= Task item =
The lines you return must be all those in the data that hold the string "setLineDash".

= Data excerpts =
◆ ◆ ◆ ◆ ◆

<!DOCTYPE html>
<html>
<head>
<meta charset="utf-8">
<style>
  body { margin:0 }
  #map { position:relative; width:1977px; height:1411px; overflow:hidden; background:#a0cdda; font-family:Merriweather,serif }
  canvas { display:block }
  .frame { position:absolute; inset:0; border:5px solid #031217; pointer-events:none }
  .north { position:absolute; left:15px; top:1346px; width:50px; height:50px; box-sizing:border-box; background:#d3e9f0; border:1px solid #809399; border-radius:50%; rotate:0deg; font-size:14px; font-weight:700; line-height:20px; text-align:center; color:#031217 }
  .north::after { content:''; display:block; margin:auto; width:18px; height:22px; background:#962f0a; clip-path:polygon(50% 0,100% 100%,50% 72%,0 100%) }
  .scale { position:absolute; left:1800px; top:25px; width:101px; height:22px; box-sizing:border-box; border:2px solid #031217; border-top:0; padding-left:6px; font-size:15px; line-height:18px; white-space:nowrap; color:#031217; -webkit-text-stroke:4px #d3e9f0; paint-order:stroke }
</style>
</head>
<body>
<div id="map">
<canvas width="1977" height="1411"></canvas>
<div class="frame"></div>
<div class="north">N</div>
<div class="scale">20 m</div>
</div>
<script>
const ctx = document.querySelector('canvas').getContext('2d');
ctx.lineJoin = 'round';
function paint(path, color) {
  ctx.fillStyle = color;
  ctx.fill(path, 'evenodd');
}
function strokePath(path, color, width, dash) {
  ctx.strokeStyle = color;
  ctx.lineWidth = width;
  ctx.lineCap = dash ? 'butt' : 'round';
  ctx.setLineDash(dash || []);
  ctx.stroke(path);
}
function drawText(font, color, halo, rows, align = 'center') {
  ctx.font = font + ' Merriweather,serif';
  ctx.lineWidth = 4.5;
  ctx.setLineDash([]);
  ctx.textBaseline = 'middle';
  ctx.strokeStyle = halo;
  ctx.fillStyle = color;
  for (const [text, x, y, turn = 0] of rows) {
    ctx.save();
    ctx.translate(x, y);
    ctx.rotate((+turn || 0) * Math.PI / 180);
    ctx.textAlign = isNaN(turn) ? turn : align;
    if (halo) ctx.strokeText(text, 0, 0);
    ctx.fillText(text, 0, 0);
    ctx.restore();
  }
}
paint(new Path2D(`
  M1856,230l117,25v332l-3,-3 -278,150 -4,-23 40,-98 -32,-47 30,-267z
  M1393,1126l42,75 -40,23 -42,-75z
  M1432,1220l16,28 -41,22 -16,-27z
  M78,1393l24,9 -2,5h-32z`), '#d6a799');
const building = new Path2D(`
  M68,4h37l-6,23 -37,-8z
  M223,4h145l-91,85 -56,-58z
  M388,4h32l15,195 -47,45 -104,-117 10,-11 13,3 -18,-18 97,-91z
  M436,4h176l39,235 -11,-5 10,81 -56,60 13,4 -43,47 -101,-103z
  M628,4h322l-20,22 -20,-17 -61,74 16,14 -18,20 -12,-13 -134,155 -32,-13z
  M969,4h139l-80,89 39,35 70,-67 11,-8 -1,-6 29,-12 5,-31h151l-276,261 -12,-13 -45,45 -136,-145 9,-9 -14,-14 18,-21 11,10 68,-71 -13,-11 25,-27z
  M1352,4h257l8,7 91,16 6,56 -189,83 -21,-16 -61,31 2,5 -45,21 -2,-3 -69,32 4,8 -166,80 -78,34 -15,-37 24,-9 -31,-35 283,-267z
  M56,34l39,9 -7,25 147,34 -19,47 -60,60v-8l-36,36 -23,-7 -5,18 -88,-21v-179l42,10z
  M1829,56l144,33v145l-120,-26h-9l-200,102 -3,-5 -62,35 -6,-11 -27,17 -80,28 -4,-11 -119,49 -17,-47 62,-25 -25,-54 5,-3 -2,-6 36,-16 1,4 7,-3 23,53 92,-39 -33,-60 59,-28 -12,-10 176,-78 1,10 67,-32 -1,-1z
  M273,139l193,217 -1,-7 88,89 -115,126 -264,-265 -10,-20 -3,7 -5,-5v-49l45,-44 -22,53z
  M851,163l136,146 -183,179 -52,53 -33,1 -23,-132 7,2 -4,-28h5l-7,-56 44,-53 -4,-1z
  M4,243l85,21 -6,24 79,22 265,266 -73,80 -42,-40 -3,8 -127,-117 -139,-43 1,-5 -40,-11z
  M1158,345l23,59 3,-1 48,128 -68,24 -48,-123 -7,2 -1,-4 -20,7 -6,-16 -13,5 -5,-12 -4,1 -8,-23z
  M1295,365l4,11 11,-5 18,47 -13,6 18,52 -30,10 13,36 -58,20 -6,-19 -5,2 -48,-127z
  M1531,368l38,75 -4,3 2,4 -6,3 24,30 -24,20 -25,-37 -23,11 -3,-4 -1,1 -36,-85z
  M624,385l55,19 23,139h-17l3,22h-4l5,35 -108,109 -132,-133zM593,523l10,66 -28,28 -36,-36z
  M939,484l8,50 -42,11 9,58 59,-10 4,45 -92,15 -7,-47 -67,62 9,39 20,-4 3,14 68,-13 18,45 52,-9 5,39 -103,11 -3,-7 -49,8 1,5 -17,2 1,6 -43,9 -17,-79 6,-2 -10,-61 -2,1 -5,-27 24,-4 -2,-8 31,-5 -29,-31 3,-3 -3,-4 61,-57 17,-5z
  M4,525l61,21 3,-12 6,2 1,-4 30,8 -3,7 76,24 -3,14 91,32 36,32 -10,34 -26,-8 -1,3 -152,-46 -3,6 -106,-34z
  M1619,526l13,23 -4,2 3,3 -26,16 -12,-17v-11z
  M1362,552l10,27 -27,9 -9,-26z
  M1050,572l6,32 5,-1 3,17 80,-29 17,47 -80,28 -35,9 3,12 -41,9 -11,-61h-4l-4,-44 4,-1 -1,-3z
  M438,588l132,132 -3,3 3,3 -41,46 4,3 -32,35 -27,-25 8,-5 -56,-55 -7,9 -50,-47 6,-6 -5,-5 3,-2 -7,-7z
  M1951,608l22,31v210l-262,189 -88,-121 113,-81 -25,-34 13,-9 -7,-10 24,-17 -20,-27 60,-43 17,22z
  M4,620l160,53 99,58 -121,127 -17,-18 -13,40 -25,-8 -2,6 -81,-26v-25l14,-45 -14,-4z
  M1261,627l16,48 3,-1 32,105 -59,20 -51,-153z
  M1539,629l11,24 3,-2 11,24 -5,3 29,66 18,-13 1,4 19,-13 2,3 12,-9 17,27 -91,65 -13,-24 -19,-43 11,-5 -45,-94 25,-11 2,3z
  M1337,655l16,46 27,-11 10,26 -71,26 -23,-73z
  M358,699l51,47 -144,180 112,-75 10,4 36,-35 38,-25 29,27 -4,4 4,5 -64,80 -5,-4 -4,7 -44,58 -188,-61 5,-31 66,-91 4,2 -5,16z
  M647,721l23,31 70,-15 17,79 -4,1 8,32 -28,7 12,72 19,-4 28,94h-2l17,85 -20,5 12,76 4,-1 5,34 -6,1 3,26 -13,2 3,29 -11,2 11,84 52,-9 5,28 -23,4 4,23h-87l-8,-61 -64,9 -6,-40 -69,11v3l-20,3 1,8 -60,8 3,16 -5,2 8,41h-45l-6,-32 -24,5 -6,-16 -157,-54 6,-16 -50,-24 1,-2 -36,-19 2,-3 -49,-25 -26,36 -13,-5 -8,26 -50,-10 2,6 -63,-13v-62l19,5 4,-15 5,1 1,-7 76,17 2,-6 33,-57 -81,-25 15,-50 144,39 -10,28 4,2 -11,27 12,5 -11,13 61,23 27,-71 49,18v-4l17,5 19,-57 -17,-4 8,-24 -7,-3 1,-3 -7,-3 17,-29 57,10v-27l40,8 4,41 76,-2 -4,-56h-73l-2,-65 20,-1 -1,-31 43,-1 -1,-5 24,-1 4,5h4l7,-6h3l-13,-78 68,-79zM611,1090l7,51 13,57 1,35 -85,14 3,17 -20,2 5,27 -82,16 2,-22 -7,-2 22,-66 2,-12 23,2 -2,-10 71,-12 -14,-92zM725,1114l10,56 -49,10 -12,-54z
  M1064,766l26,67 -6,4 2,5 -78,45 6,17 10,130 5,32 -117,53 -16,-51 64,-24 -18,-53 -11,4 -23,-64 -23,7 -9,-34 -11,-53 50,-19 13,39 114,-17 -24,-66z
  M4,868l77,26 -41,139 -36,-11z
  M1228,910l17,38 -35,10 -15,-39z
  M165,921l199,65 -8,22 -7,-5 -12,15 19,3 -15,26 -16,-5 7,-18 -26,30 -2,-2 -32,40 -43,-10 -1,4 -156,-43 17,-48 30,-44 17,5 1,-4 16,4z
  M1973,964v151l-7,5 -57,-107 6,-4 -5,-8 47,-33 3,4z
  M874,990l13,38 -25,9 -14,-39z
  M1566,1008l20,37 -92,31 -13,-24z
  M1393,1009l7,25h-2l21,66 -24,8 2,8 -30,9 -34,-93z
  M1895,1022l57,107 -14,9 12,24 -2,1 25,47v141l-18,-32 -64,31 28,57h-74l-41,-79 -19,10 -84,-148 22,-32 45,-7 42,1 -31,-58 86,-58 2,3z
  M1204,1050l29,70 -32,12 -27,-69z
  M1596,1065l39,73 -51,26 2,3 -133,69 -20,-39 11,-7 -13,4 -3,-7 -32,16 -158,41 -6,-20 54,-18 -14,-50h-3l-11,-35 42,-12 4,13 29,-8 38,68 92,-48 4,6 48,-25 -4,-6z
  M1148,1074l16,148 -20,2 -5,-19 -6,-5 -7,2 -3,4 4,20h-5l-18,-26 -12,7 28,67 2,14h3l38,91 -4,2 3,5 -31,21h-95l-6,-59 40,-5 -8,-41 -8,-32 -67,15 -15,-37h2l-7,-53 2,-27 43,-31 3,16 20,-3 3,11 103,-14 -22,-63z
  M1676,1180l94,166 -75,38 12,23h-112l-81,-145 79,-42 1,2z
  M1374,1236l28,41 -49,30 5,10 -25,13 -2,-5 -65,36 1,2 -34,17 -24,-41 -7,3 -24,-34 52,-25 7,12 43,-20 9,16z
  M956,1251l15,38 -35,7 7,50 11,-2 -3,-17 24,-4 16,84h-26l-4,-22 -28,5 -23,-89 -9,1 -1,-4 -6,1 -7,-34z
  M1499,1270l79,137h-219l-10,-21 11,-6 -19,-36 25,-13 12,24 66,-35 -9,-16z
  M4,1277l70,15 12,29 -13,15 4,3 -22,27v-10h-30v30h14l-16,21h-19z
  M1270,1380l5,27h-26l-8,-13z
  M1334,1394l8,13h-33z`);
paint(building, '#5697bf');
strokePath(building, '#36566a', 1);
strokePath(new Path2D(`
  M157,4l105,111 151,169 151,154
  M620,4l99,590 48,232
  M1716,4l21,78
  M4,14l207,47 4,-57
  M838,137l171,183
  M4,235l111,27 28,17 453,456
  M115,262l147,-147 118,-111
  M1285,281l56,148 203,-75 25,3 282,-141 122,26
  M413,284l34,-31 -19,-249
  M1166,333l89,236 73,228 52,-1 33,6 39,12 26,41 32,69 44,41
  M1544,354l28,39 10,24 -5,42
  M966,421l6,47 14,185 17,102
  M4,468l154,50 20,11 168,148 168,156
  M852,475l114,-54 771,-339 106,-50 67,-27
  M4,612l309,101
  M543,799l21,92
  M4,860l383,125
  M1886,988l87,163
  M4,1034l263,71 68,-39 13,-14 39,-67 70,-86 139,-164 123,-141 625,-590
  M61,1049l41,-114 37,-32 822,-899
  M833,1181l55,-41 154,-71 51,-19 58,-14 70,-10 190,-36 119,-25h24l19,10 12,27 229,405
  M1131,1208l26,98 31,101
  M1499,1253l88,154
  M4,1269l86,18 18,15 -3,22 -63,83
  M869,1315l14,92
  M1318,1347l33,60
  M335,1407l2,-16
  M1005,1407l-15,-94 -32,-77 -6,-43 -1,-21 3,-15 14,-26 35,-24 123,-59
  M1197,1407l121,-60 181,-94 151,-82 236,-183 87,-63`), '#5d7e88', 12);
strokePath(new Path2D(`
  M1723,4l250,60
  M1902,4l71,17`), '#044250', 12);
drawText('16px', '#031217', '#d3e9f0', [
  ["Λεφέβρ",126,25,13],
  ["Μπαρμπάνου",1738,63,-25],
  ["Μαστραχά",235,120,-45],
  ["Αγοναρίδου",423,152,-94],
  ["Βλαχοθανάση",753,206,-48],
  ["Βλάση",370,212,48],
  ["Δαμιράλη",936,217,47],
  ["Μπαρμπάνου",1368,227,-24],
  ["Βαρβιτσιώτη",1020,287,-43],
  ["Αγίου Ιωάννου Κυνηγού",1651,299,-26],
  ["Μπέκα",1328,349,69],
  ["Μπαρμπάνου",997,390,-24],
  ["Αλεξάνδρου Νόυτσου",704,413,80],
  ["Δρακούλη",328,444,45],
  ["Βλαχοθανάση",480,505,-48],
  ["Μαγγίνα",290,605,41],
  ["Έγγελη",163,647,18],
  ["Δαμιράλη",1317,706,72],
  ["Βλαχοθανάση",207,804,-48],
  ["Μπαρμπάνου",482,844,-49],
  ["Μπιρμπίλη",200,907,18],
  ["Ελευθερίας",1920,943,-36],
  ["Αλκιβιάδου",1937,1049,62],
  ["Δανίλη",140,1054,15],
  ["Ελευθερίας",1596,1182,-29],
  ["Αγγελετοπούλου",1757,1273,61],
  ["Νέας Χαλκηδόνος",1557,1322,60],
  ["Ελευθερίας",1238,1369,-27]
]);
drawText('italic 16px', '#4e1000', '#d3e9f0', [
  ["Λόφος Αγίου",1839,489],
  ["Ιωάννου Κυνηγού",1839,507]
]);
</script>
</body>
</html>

◆ ◆ ◆ ◆ ◆

= Answer box =
  ctx.setLineDash(dash || []);
  ctx.setLineDash([]);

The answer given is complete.